Excerpt from The Caddie Who Won The Masters

CaddieWhoWonheMastersA player never wins the Masters on his own, as those of us who follow golf know well enough. But in all honesty, when I look back at my week in Georgia, I don’t know which one of those golfing legends helped me the most. Of course, my caddie played a part—that young kid who showed up out of nowhere to carry my bag. And certainly Kerry had more than her share of influence on how it all turned out.

Golf writers pointed to what occurred on the third round at Amen Corner, saying that was the turning point. Yet the truth is, so much more had happened to me before that afternoon out there at the far end of Augusta National that I can’t say my eagle on 15 was the decisive moment. Even though it was there—on the back side in the third round—were my game turned around in the fading sunlight of moving day, as Saturdays on tour are called, and I came into contention.

In retrospect I know that what transpired up in the Crow’s Nest of the clubhouse before the tournament was more important than any shot I made at Augusta National.
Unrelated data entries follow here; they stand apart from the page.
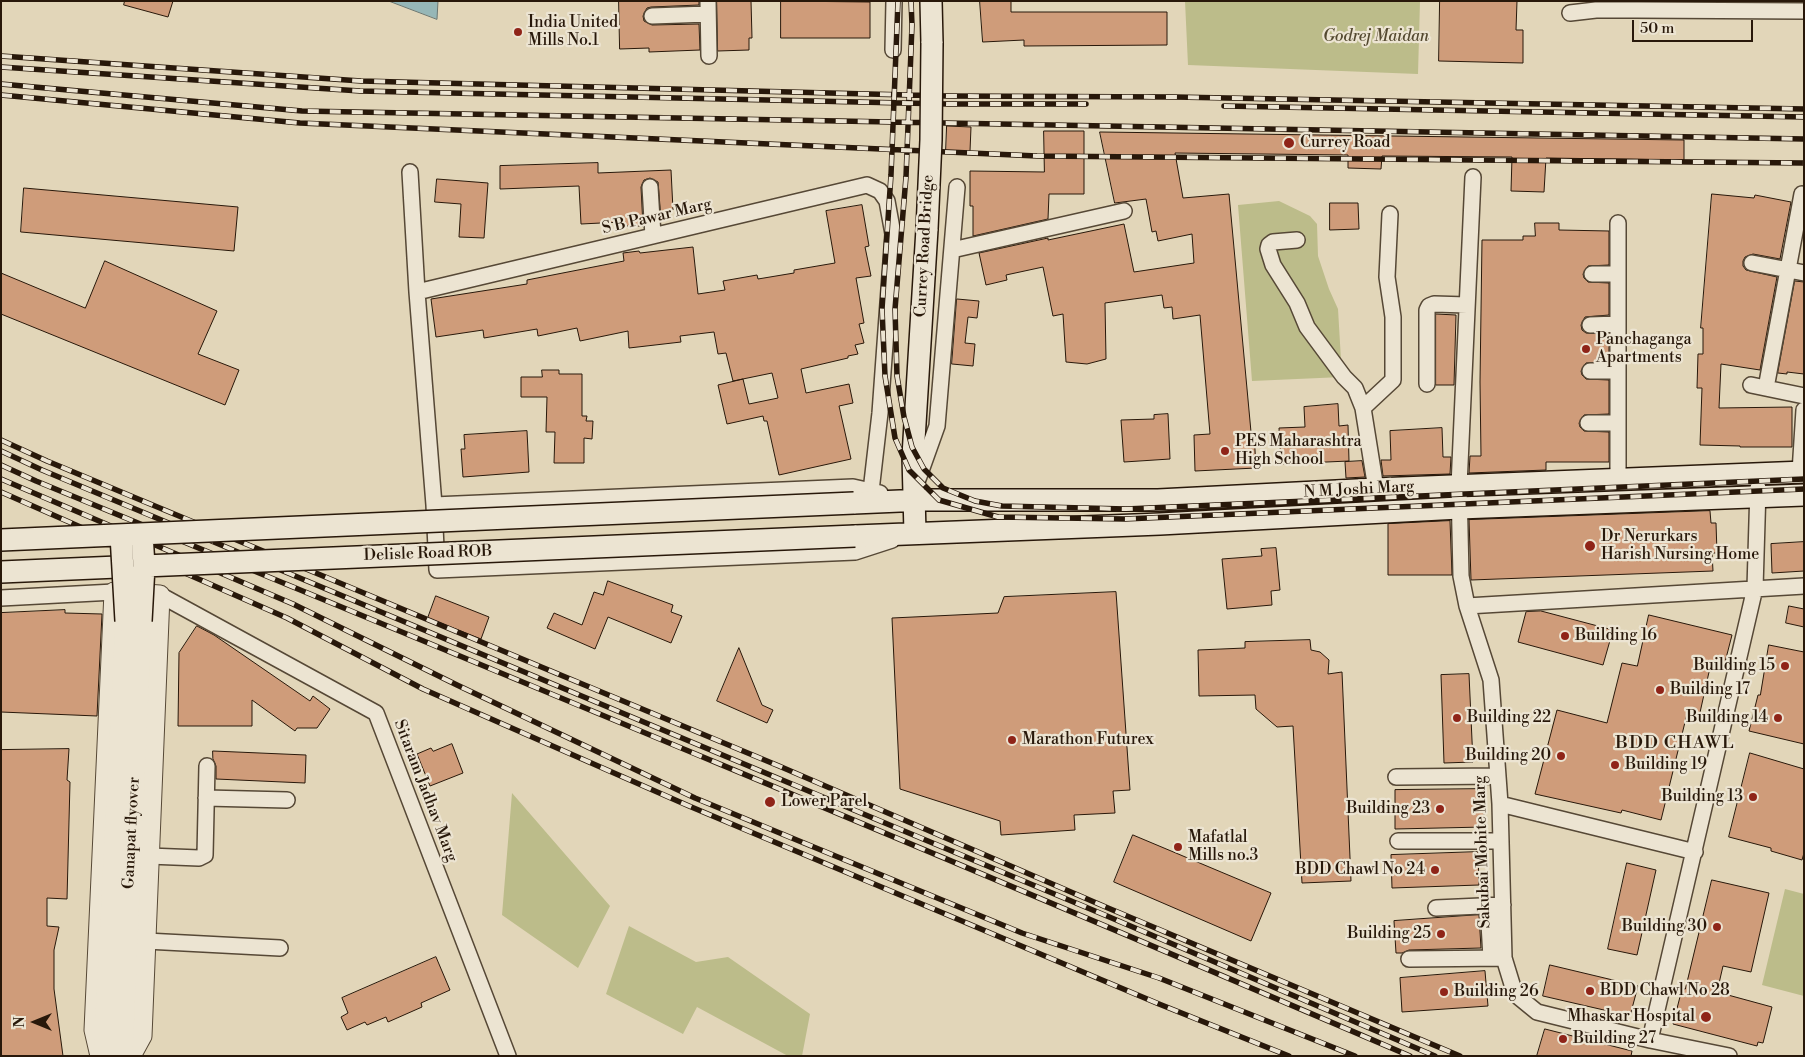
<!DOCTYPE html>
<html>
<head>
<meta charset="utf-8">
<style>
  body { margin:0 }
  #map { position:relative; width:1805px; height:1057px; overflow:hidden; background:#e2d6b9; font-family:"Libre Bodoni",serif }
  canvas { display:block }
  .frame { position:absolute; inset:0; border:2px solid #28180a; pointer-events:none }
  .north { position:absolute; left:10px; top:997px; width:50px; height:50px; -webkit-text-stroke:4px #ece4d2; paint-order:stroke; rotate:270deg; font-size:14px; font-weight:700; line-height:20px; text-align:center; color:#28180a }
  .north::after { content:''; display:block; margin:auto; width:18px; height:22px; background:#28180a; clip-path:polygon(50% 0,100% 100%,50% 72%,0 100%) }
  .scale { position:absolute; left:1632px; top:20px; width:121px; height:22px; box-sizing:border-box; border:2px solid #28180a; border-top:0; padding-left:6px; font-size:15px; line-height:18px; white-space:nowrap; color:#28180a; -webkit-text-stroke:4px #ece4d2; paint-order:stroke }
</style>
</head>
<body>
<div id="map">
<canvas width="1805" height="1057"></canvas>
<div class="frame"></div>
<div class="north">N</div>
<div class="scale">50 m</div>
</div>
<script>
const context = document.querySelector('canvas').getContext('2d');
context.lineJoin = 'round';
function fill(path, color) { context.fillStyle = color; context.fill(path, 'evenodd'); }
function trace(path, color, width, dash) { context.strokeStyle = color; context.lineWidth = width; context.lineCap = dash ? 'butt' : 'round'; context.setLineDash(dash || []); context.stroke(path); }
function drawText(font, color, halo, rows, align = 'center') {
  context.font = font + ' "Libre Bodoni",serif'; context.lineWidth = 4.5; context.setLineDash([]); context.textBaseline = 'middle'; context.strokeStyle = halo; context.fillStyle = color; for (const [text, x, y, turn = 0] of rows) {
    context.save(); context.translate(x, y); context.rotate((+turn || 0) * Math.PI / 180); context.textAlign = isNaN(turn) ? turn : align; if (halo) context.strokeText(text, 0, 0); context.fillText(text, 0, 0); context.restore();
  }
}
const green = new Path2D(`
  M1185 1H1420L1418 74 1188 65Z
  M1279 201 1310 216 1317 224 1318 256 1329 289 1338 309 1342 377 1252 381 1238 205Z
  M512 793 610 906 578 968 502 915Z
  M1785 889 1804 894V996L1762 985Z
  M629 926 696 962 728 957 810 1014 802 1056H788L697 1007 683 1034 606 994Z`);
const water = new Path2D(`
  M389 1H438L437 19Z`);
const building = new Path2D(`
  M125 1H173L168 17 124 5Z
  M619 1H699V5L651 7 647 8 643 16 644 21 652 25 699 24 700 50 649 52V48L620 49Z
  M717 1H751L752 38H749V50L718 51Z
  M781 1 870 2V38H781Z
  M980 1H1011V12H1167V45L1024 46V40L983 42Z
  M1440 1H1517L1516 30H1523V63L1439 61Z
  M947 126 971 127 970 151H946Z
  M1044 131H1084V194H1049L1048 219 973 236V206H970V171L1044 172Z
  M1100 132 1684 140V160L1546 158 1544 192 1511 191 1512 157 1382 156 1381 169 1348 168V155L1175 153 1183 198 1229 194 1251 432H1254L1256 468 1195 471 1194 435 1210 434 1200 315 1173 319 1172 307 1164 308 1162 295 1105 303 1106 359 1087 364 1066 362 1063 314 1053 316 1043 267 1006 275 1007 280 986 285 979 253 1048 238V240L1124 224 1134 272 1194 263 1192 234 1158 241 1156 231 1152 232 1146 199 1115 203Z
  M598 163V173L671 170 673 210H667V219H661L658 182 650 178 644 180 641 187 643 226H621V222L581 224 579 186 500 189V166Z
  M437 179 488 183 484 238 459 237 461 204 435 202Z
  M24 188 238 207 234 251 21 232Z
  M1712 194 1754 198 1755 195 1791 202 1780 259 1753 254 1745 257 1743 261V266L1746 270 1777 277 1760 370 1721 364 1719 408 1792 407V447H1740V446L1700 445 1702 388H1697L1698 354H1703V328H1701Z
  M1330 203H1358L1359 229 1330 230Z
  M862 205 869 246 865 247 871 276 856 278 864 323 859 324 864 343 855 345 858 354 848 356V358L801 369 806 393 849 384 853 403 839 406 851 459 779 475 767 421H764L763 416 727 424 718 385 743 379 749 404 778 398 772 373 733 381 726 353 718 354 714 332 680 336 681 342 629 348 628 331 580 341 577 328 538 336 537 329 484 338 483 330 436 337 431 299 527 284V280L624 261 623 253 639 251 640 253 693 247 698 294 725 290 723 281 757 275 758 279 794 273V270L835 263 826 211Z
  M1535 223H1559V230L1609 231V265L1588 266 1583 274 1584 278 1588 282 1609 283V315L1585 317 1581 325 1582 330 1586 333 1609 334V362L1586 363 1581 371 1582 375 1586 379 1609 380V414L1584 415 1579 423 1580 427 1584 431 1609 432V462H1546V470L1469 473 1470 456H1481L1480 382 1482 240H1523V236H1535Z
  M105 261 217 311 198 354 239 370 225 405 1 314V273L85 308Z
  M1795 281 1804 282V374L1787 372V374L1778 373Z
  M957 299 979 301 977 318 968 317 965 343 975 344 973 366 952 364Z
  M1436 314 1456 315 1454 385H1436Z
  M542 370H559V374H582V416H587L586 421H593L592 439 584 438V463H554L555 432H546L547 397H521V377H542Z
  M1338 404 1339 426 1348 425 1349 461 1281 464 1279 428 1305 427 1304 407Z
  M1168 414 1170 459 1124 462 1121 420 1154 419V415Z
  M1442 428 1443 457H1451L1450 474 1383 476 1381 460H1391L1390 431Z
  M527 431 529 472 463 477 461 449H465L464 435Z
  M1362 461 1365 477 1346 478 1345 462Z
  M1710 511 1711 523H1716L1717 553H1712L1713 571 1471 580 1469 520Z
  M1450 521 1452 575H1388V524Z
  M1804 542V571L1772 573 1771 544Z
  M1276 548 1280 590 1271 591 1272 605 1227 609 1222 559 1262 556 1261 549Z
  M608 581 673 605 671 612 682 616 671 643 608 617 595 649 547 628 554 613 582 625 594 592 603 595Z
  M1116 592 1130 790 1113 791 1115 813 1074 815 1075 830 1001 835 1000 821 900 789 892 618 998 613 1004 597Z
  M436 596 489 617 481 639 428 618Z
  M1789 606 1804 609V627L1786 623Z
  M65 610V613L102 614 97 716 1 712V613Z
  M1541 611 1613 630 1603 665 1518 642 1526 612Z
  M1649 615 1732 635 1724 666 1711 663 1699 717 1687 714 1661 820 1622 810 1621 813 1535 794 1557 710 1607 723 1622 663 1637 666Z
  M197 626 214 635 310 701 313 696 330 709 317 728H297L295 731 252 700V726H178L179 653Z
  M1310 640 1311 650 1320 652 1329 660 1328 674 1342 672 1351 881 1302 883 1293 726 1277 727 1256 709 1255 695 1199 696 1198 650 1245 648V642Z
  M1769 645 1804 652V744L1749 731 1758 695H1760Z
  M739 648 762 705 773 710 767 723 717 701Z
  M1469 674 1473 762 1444 763 1441 675Z
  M452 744 463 773 430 786 417 754 431 748 433 751Z
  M69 749 67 780 70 782 67 899 47 898V926L59 927 54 950V989L63 1056H1V750Z
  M213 751 306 755 305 783 216 779V766L213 759Z
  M1750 753 1804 769V853L1802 860 1771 851V848L1729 837Z
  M1484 789V827L1395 829V790Z
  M1133 835 1271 893 1251 941 1114 882Z
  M1478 852 1479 885 1392 888 1391 855Z
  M1627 863 1656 870 1637 955 1608 949Z
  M1712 880 1769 893 1751 972 1723 966 1717 992 1772 1007 1763 1043 1758 1042 1757 1046 1673 1024 1682 989H1685Z
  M1479 915 1481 948 1409 950 1402 953H1396L1394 921Z
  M436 957 450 990 421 1003 422 1007 388 1022 386 1017 367 1025 365 1022 347 1030 341 1017 348 1013 342 998Z
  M1550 965 1638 986 1630 1016 1543 996Z
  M1485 971 1488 1006 1402 1012 1400 978Z
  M1545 1029 1632 1051 1631 1056H1537Z`);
const minor = new Path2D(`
  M708 1 709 56
  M1570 13 1596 10H1637L1804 11
  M652 16 708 14
  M893 50 894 1
  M410 172 417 292
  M1473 177 1459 486 1461 576 1467 606 1491 680 1500 804 1504 958 1515 994 1537 1012 1650 1040 1729 1056
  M650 187 653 236
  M1618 223V479
  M1297 240 1273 242 1269 245 1268 249 1273 265 1297 303 1307 327 1344 377 1355 388 1363 408 1376 489
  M952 250 1124 211
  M1752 263 1804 273
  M1592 274H1618
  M1590 325 1618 324
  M1590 371H1618
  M1427 384V310L1429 306 1434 304 1467 305
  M1751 385 1804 396
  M1766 388 1802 194
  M1363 408 1393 380V317L1387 277 1390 214
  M1588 423H1618
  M1800 472 1804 410
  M917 482 937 426 957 187
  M871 491 880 413 893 234 887 201 880 191 867 185 417 292 434 505 437 570 855 552 892 540
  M434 505 853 487 880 493
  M160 595 376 713 508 1056
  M1 598 114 592
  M1467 606 1804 586
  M1396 777 1498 776
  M206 798 287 800
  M1500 804 1695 852
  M1398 841H1501
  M149 856 199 858 205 855 207 766
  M1488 906 1491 958
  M1436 908 1503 905
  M146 941 280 948
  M1409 959 1504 958
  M1650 1040 1755 588 1758 488`);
const tertiary = new Path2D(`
  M100 1056 94 1030 114 592 160 595 142 1036 131 1056`);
const secondary = new Path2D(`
  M931 1 932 43
  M854 503 923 500H1158L1376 489 1804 472
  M915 533 913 456 927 229
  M855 536 1160 524 1459 508 1804 495
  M1 572 141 566
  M104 1056 126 621
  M122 1056 141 621`);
const rail = new Path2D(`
  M898 1 891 175 882 309 885 376 895 438 909 470 939 500 998 517 1125 519 1804 489
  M911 1 912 25 906 177 895 309 897 376 904 417 912 447 924 469 943 488 975 501 1002 506 1126 509 1804 479
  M1 56 361 81 947 96 1175 97 1804 109
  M1 67 360 91 948 104H1086
  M1 84 302 111 1804 139
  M1 95 300 123 1037 156 1804 163
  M1224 106 1804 117
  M1 440 47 461 779 766 1108 908 1460 1056
  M1 451 42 470 1107 916 1435 1056
  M1 465 36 481C495 670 954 860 1410 1056
  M1 479 293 604 457 685 695 798 1022 933 1159 978 1355 1056
  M1 492 287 618 423 689 689 806 1159 1004 1289 1056`);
const secondaryBridge = new Path2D(`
  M927 229 931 140 932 43
  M121 535 126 621
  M1 540 854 503
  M144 566 855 536
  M141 621 144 566 142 534`);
const markers = [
  [518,32,5,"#8f2418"],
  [1289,143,6,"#8f2418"],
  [1586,349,5,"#8f2418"],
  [1225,451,5,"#8f2418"],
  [1590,546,6,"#8f2418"],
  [1565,636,5,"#8f2418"],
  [1785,666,5,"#8f2418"],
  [1660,690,5,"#8f2418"],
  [1457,718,5,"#8f2418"],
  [1778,718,5,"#8f2418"],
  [1012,740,5,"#8f2418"],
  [1561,756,5,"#8f2418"],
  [1615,765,5,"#8f2418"],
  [1753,797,5,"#8f2418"],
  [770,802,6,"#8f2418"],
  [1440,809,5,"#8f2418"],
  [1178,847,5,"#8f2418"],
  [1435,870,5,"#8f2418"],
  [1717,927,5,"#8f2418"],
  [1441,934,5,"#8f2418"],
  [1590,991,5,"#8f2418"],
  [1444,992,5,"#8f2418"],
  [1706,1017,6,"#8f2418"],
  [1563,1039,5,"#8f2418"]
];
const poiNames = [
  ["India United",528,23],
  ["Mills No.1",528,41],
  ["Currey Road",1300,143],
  ["Panchaganga",1596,340],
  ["Apartments",1596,358],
  ["PES Maharashtra",1235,442],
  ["High School",1235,460],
  ["Dr Nerurkars",1601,537],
  ["Harish Nursing Home",1601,555],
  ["Building 16",1575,636],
  ["Building 15",1775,666,"right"],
  ["Building 17",1670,690],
  ["Building 22",1467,718],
  ["Building 14",1768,718,"right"],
  ["Marathon Futurex",1022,740],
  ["Building 20",1551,756,"right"],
  ["Building 19",1625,765],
  ["Building 13",1743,797,"right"],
  ["Lower Parel",781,802],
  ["Building 23",1430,809,"right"],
  ["Mafatlal",1188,838],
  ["Mills no.3",1188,856],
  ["BDD Chawl No 24",1425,870,"right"],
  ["Building 30",1707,927,"right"],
  ["Building 25",1431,934,"right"],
  ["BDD Chawl No 28",1600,991],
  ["Building 26",1454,992],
  ["Mhaskar Hospital",1695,1017,"right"],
  ["Building 27",1573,1039]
];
const parkNames = [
  ["Godrej Maidan",1376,37]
];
const streetNames = [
  ["S B Pawar Marg",657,217,-13],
  ["Currey Road Bridge",925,246,-87],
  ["N M Joshi Marg",1359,490,-3],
  ["Delisle Road ROB",428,554,-2],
  ["Sitaram Jadhav Marg",425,791,69],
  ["Ganapat flyover",132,833,-87],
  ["Sakubai Mohite Marg",1483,852,-92]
];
const neighbourhoodNames = [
  ["BDD CHAWL",1675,744]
];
fill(green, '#bcbc8a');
fill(water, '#96b7b7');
trace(water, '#6a7772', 1);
fill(building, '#cf9c7a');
trace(building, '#28180a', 1);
trace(minor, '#564836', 18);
trace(tertiary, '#564836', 21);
trace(secondary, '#28180a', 24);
trace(minor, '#ece4d2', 15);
trace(tertiary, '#ece4d2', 19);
trace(secondary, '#ece4d2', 21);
trace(rail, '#28180a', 5.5);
trace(rail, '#ece4d2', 4, [11]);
trace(secondaryBridge, '#28180a', 24, []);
trace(secondaryBridge, '#ece4d2', 21);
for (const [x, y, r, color] of markers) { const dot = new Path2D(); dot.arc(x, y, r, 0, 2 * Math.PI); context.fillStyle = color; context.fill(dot); trace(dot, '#ece4d2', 2); }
drawText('16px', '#28180a', '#ece4d2', poiNames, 'left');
drawText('italic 16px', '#544930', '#ece4d2', parkNames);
drawText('16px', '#28180a', '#ece4d2', streetNames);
context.letterSpacing = '1px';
drawText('18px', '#28180a', '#ece4d2', neighbourhoodNames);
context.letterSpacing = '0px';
</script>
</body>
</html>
So when I put into place the bits and pieces of my time in Georgia, as if they were some sort of mythological mystery, all I can say for certain is that my life began to subtly shift the moment I stepped off the Washington Avenue bus at the front gate of Augusta National Golf Club on the Sunday afternoon before the opening round. I realize now I wasn’t in control of my own destiny that week, but, of course, others who have played the Masters have also said as much.

 

I do know that on that first day I looked more like a forty-year-old caddie than a player, standing there at the bus stop with a suitcase in one hand and my clubs slung over my shoulder. I was a wrinkled, unshaven mess, wearing baggy pants, beat-up New Balances and a golf cap jerked down on my uncombed, thick, salt-and-pepper hair. Anyone who was watching—though no one was—would’ve taken me for one of those old-time loopers who travel from club to club hoping to grab a bag and earn a few bucks to buy another bottle of booze. What separated me from the caddie yard were my sticks. One glance in my bag would have told any player that even if I wasn’t first class, at least the clubs were.

I stepped across the wide street and said hello to the uniformed Securitas guards standing in front of the white-brick gatehouse. I told them my name—Timothy Jack Alexander—and that I had come to play.

Cars filled with players, officials, reporters, and members of Augusta National were slipping by me at the entrance. The cars slowed, the people inside presented credentials, then they were waved ahead. The sleek automobiles rode smoothly under the speckled sunlight filtering through the canopy of those ancient magnolia trees that stretch from the gates up the famous drive to the white-columned plantation manor house.

I showed the guard my invitation. Every year, the winner of the U.S. Mid-Amateur is offered a chance to play in the Masters, and having won the tournament, this was my year. The letter was signed by Billy Payne himself, the chairman of Augusta National.

Next the guard wanted me to prove that I was really Timothy Jack Alexander. I showed him my Southern Illinois University faculty ID, with the mug shot of me looking as if I had just played thirty-six holes on a hot August afternoon.

“Would you like a lift to the clubhouse, sir?” he offered, comprehending now that I wasn’t a crazy old guy trying to crash the gates.

I shook my head, saying I wanted to walk onto the famous Augusta golf course. It was for sentimental reasons, I explained, but still the guard frowned. Who’d ever heard of a Masters qualifier wanting to walk down Magnolia Lane?

I thanked the guard, swung my bag onto my shoulder and, on foot, followed the limousines through the iron gates of Augusta National, the citadel of golf in America. I knew it was the home of legends. What I never dreamed was what the legends would mean to me.